▶ **The data**:
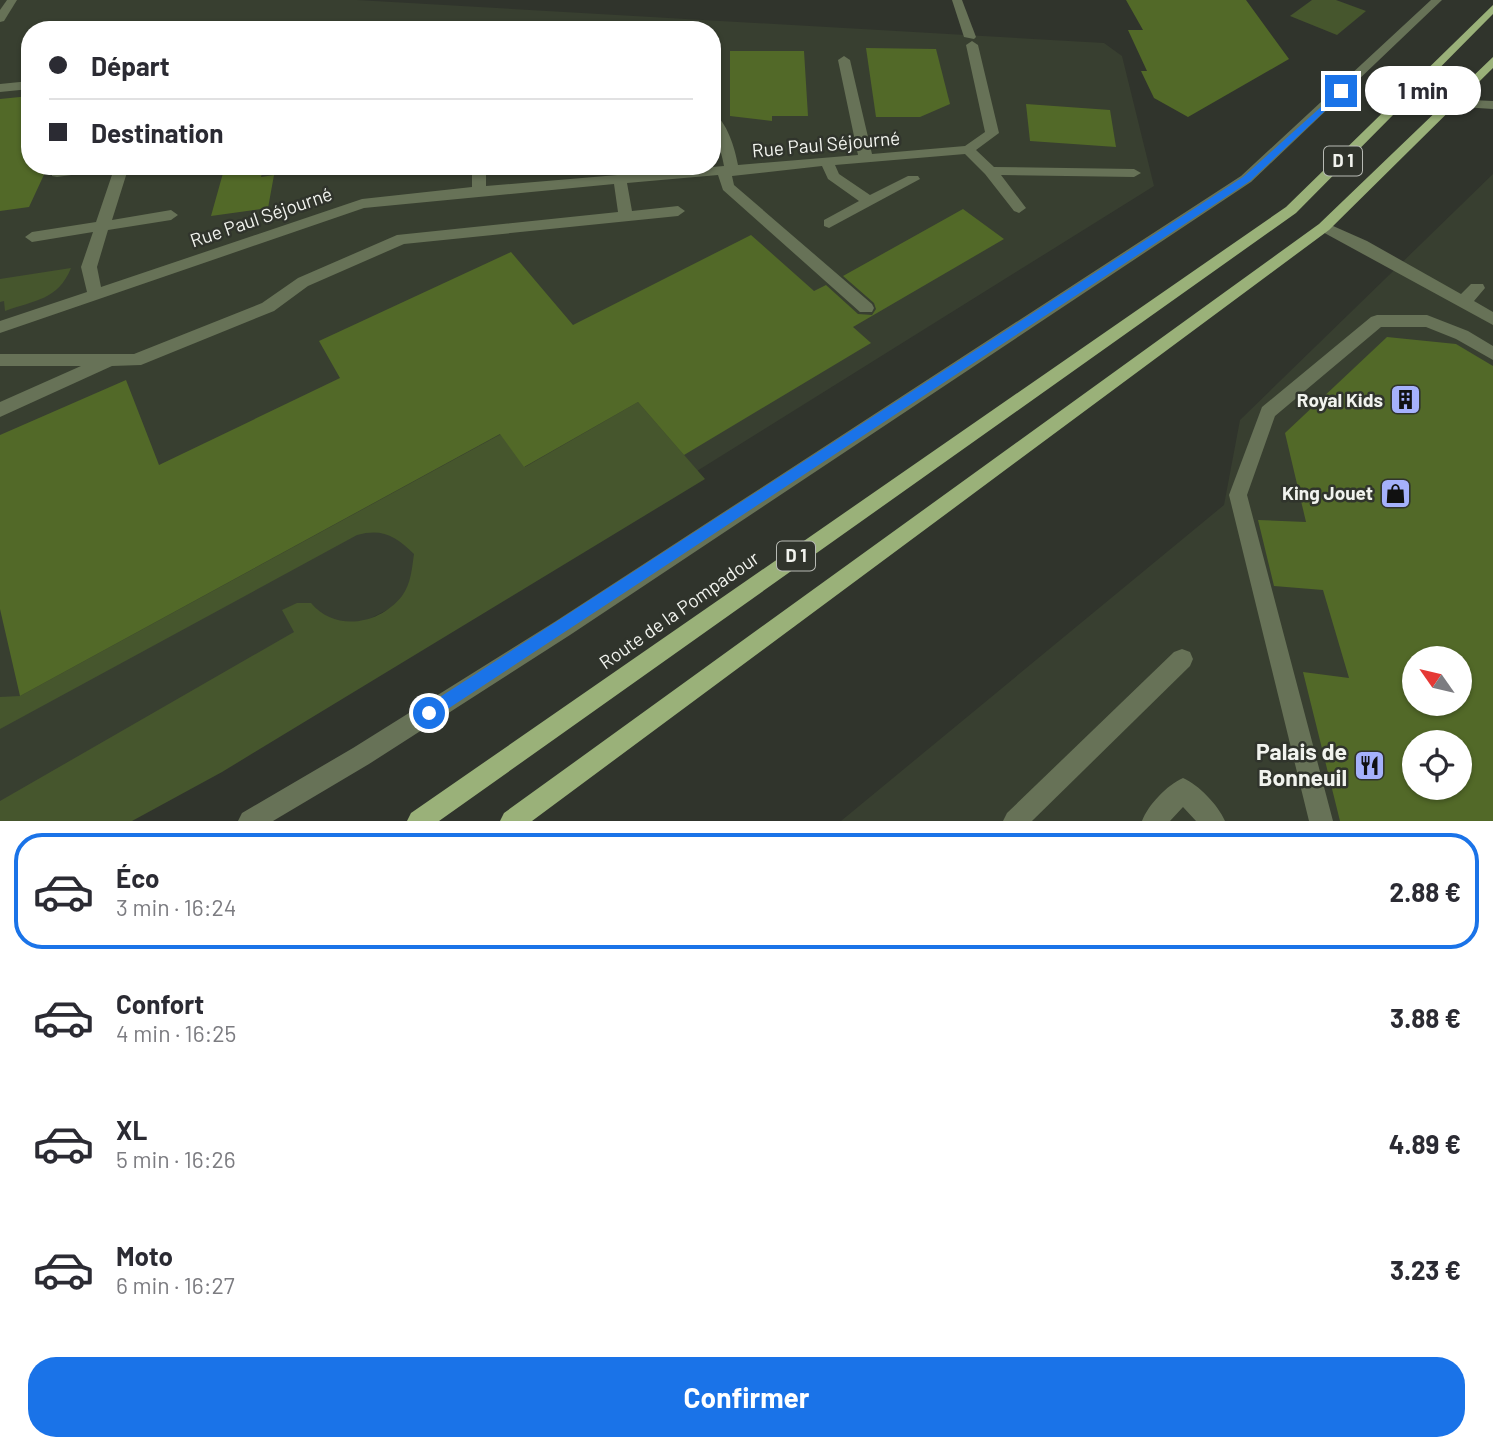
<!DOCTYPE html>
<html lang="fr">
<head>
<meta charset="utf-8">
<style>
  body { margin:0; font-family:Barlow,sans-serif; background:#f2f2f3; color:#2b2b33; height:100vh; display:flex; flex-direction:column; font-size:26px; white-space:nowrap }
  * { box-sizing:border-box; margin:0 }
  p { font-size:23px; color:#7c7c81 }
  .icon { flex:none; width:38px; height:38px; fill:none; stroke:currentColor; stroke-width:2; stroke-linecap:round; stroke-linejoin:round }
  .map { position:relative; height:821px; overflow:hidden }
  .details { display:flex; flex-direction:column; background:#fff; flex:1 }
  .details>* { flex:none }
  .banner { position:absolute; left:21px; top:21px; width:700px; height:154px; border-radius:28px; box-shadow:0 2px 5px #0004; display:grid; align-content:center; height:154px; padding:0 28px; background:#fff }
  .needle { width:46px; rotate:304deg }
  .controls { position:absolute; left:1402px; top:646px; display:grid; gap:14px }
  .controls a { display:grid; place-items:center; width:70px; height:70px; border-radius:50%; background:#fff; box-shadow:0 2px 5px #0004; font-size:35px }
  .end { position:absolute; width:32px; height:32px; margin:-16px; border:9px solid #1a73e8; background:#fff; box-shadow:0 0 0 4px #fff }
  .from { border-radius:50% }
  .bubble { position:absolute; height:49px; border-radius:24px; background:#fff; box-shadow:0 2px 5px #0004; font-size:23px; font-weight:700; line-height:49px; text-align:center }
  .banner b { display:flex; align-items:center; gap:24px; height:66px; font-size:26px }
  .banner b+b { border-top:2px solid #e1e1e2 }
  .banner i { width:18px; height:18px; background:#2b2b33 }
  ul { padding:12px 0 0; list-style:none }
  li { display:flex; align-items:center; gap:21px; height:116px; margin:0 14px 10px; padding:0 14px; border:4px solid transparent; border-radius:28px }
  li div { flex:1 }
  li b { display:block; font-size:26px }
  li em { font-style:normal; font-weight:700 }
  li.selected { border-color:#1a73e8 }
  li>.icon { width:63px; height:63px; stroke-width:1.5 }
  .primary-button { display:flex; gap:14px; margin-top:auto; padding:14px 28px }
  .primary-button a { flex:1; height:80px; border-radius:28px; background:#1a73e8; color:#fff; font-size:28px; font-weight:700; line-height:80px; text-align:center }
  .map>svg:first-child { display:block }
  .built { fill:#383f30; fill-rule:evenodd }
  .green { fill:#46562d }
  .building { fill:#526928; fill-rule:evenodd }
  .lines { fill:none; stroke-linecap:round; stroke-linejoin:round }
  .minor { fill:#677257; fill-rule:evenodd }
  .major { fill:#9ab179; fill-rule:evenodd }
  .route { fill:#1a73e8 }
  .labels { text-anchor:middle; stroke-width:5; stroke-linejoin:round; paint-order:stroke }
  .shield { fill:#30342c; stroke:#b7bab4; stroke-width:2 }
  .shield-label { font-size:18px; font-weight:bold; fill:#f1f3ee }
  .street-label { font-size:19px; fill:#f1f3ee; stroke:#30342c }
  .poi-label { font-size:19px; font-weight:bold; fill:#f1f3ee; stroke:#30342c; text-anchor:end }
  .near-poi-label { font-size:23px; font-weight:bold; fill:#f1f3ee; stroke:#30342c; text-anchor:end }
</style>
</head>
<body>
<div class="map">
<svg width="1493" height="821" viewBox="0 0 1493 821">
  <rect width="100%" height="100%" fill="#30342c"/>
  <g class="built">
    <path d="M0 0H357L1104 43 1122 56 1154 186 628 514 510 547 0 808ZM30 30H712V166H30Z"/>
    <path d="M1493 174V821H841L1224 505 1240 420ZM1414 658H1460V704H1414ZM1414 742H1460V788H1414Z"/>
  </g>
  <g class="green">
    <path d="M1312 0H1336L1366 11 1337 35 1290 16Z"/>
    <path d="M71 268C58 300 35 300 5 311L4 301 0 302V279Z"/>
    <path d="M638 402 705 479 222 772 132 821H0V801L294 632 282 610 297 603H311C335 632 379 625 402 596 411 584 412 568 414 554 396 536 382 528 357 535L0 729V697L20 696 501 434 525 467Z"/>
  </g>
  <g class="building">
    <path d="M1126 0H1246L1289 59 1188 117 1154 98 1141 71H1147L1128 30H1143Z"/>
    <path d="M866 48 936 49 950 104 920 117H876Z"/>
    <path d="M730 51H804L808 116H772V121L730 116Z"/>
    <path d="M30 96V166H48L29 207 0 211V99Z"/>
    <path d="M1026 104 1110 110 1116 147 1030 141Z"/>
    <path d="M225 166H264L261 177 274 175 268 208 211 216Z"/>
    <path d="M963 209 1004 239 853 327 871 343 684 455 638 402 524 467 500 434 20 696 0 609V435L126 380 159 465 340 378 319 341 511 252 573 325 751 235 814 291 826 285 858 314 872 315 876 309 874 303 843 276Z"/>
    <path d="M1387 337 1456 344 1493 366V821H1340L1303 672 1349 678 1323 590 1274 586 1258 520 1306 522 1285 433ZM1414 658H1460V704H1414ZM1414 742H1460V788H1414Z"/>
  </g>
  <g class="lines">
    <g class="minor">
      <path d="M7 0H17L4 21 0 22V10Z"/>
      <path d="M952 0H962L976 37 974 39 964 37Z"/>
      <path d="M1431 0H1442L1251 182 570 635 369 764 273 821H238L242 813 353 748 556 621 1241 176Z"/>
      <path d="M354 22 360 25 359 30H347L350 23Z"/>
      <path d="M972 41 978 45 999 133 976 150 994 167 1134 169 1141 173 1134 177 1001 175 1026 208 1019 213 1014 211 985 174 965 154 835 165 839 174 870 195 908 176H918L920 179 829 228 824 226V220L859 201 828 179 822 166 732 176 734 185 872 304 874 308 872 312H860L723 190 718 175 627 183 632 211 678 206 685 211 678 216 404 244 308 286 274 311 141 365 112 366 0 417V402L81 366H0V354H134L262 303 298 278 397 235 618 212 614 184 364 208 0 333V321L87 292 81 267 93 232 32 242 25 237 32 232 96 222 114 169 57 177 52 176V170L76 166H129L112 220 171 210 178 215 171 220 108 230 97 267 101 287 362 199 472 187V166H486V186L724 166C721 147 712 132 712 113 727 120 735 149 738 165L858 155 838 60 844 56 850 60 872 154 965 146 985 132 966 45Z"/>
      <path d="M30 81V89L0 92V84Z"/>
      <path d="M1451 99 1493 101V109L1447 106V100Z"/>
      <path d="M1324 222 1367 241 1461 294 1471 284H1483L1485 288 1474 301 1493 312V325L1319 230 1317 227Z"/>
      <path d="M1377 315H1427L1468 331 1493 346V360L1456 339 1426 327H1381L1275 416 1247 495 1333 821H1309L1229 495 1262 407 1371 317Z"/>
      <path d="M1182 649 1190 652 1193 659 1190 666 1032 821H1003L1007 813 1174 652Z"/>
      <path d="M1183 778C1199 785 1218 805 1225 821H1196L1183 807 1170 821H1142C1148 805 1167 785 1183 778Z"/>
    </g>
    <g class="major">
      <path d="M1493 5V14L1296 213 439 821H407L411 813 1286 207Z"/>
      <path d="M1493 57V68L1329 230 532 821H500L504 813 1319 224Z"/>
    </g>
  </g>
  <path class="route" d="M1341 89 1344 93 1250 181 434 718H423V708L1243 177Z"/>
  <defs>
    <symbol id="building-square" viewBox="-11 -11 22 22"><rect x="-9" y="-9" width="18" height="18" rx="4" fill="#a5b1fc" stroke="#30342c"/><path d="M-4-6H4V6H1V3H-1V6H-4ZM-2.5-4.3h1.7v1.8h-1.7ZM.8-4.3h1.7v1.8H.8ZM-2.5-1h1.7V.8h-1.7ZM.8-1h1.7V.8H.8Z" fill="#111"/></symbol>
    <symbol id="shop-square" viewBox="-11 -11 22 22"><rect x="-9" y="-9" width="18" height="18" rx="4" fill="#a5b1fc" stroke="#30342c"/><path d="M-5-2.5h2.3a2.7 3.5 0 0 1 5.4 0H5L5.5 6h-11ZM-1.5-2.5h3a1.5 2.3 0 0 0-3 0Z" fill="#111"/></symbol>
    <symbol id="restaurant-square" viewBox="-11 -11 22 22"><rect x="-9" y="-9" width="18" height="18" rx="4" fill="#a5b1fc" stroke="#30342c"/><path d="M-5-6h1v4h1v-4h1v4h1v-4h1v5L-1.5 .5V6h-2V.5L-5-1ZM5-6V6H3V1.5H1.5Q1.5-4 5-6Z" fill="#111"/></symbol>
  </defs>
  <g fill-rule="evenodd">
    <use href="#building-square" x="1388" y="382" width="35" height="35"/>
    <use href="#shop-square" x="1378" y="476" width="35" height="35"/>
    <use href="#restaurant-square" x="1352" y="748" width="35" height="35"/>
  </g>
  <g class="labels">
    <g class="shield">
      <rect x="1324" y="146.5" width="38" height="29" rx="5"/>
      <rect x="777" y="541.5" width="38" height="29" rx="5"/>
    </g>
    <g class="shield-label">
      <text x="1343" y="167">D 1</text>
      <text x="796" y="562">D 1</text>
    </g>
    <g class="street-label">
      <text transform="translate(826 144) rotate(-5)" y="7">Rue Paul Séjourné</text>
      <text transform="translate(261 217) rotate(-19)" y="7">Rue Paul Séjourné</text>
      <text transform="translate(679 610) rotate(-35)" y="7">Route de la Pompadour</text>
    </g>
    <g class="poi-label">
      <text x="1383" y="407">Royal Kids</text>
      <text x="1373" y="500">King Jouet</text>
    </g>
    <g class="near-poi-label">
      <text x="1347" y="760">Palais de<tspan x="1347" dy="26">Bonneuil</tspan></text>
    </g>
  </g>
</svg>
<div class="controls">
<a><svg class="needle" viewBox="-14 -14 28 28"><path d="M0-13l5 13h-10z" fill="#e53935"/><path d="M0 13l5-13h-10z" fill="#7c7c81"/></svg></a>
<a><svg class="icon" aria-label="locate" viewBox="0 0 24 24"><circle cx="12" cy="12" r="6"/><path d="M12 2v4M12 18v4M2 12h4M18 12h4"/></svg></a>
</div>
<i class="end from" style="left:429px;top:713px"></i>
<i class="end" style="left:1341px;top:91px"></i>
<div class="bubble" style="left:1365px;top:66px;width:116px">1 min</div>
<div class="banner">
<b><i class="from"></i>Départ</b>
<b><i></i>Destination</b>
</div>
</div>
<section class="details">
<ul>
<li class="selected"><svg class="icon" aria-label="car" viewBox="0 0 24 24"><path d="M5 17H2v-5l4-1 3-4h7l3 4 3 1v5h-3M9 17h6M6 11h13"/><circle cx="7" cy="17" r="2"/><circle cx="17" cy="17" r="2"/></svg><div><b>Éco</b><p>3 min · 16:24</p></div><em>2.88 €</em></li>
<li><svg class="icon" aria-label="car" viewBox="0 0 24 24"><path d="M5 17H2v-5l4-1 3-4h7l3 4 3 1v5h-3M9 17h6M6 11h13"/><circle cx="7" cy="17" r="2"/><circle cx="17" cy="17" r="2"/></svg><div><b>Confort</b><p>4 min · 16:25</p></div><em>3.88 €</em></li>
<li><svg class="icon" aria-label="car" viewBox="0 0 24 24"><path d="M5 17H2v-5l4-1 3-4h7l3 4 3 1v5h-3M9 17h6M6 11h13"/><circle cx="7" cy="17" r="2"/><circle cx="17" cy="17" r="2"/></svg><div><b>XL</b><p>5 min · 16:26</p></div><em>4.89 €</em></li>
<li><svg class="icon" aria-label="car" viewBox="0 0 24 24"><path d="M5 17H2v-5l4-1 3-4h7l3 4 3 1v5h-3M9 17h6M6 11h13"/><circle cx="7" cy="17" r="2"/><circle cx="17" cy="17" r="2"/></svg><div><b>Moto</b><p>6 min · 16:27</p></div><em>3.23 €</em></li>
</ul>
<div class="primary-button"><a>Confirmer</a></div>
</section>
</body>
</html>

▶ **Task description**: Extract, word for word, each line from the top of the data down to and including the line with "position:absolute; width:32px; height:32px;"; skip the pictures.

▶ **Solution**:
<!DOCTYPE html>
<html lang="fr">
<head>
<meta charset="utf-8">
<style>
  body { margin:0; font-family:Barlow,sans-serif; background:#f2f2f3; color:#2b2b33; height:100vh; display:flex; flex-direction:column; font-size:26px; white-space:nowrap }
  * { box-sizing:border-box; margin:0 }
  p { font-size:23px; color:#7c7c81 }
  .icon { flex:none; width:38px; height:38px; fill:none; stroke:currentColor; stroke-width:2; stroke-linecap:round; stroke-linejoin:round }
  .map { position:relative; height:821px; overflow:hidden }
  .details { display:flex; flex-direction:column; background:#fff; flex:1 }
  .details>* { flex:none }
  .banner { position:absolute; left:21px; top:21px; width:700px; height:154px; border-radius:28px; box-shadow:0 2px 5px #0004; display:grid; align-content:center; height:154px; padding:0 28px; background:#fff }
  .needle { width:46px; rotate:304deg }
  .controls { position:absolute; left:1402px; top:646px; display:grid; gap:14px }
  .controls a { display:grid; place-items:center; width:70px; height:70px; border-radius:50%; background:#fff; box-shadow:0 2px 5px #0004; font-size:35px }
  .end { position:absolute; width:32px; height:32px; margin:-16px; border:9px solid #1a73e8; background:#fff; box-shadow:0 0 0 4px #fff }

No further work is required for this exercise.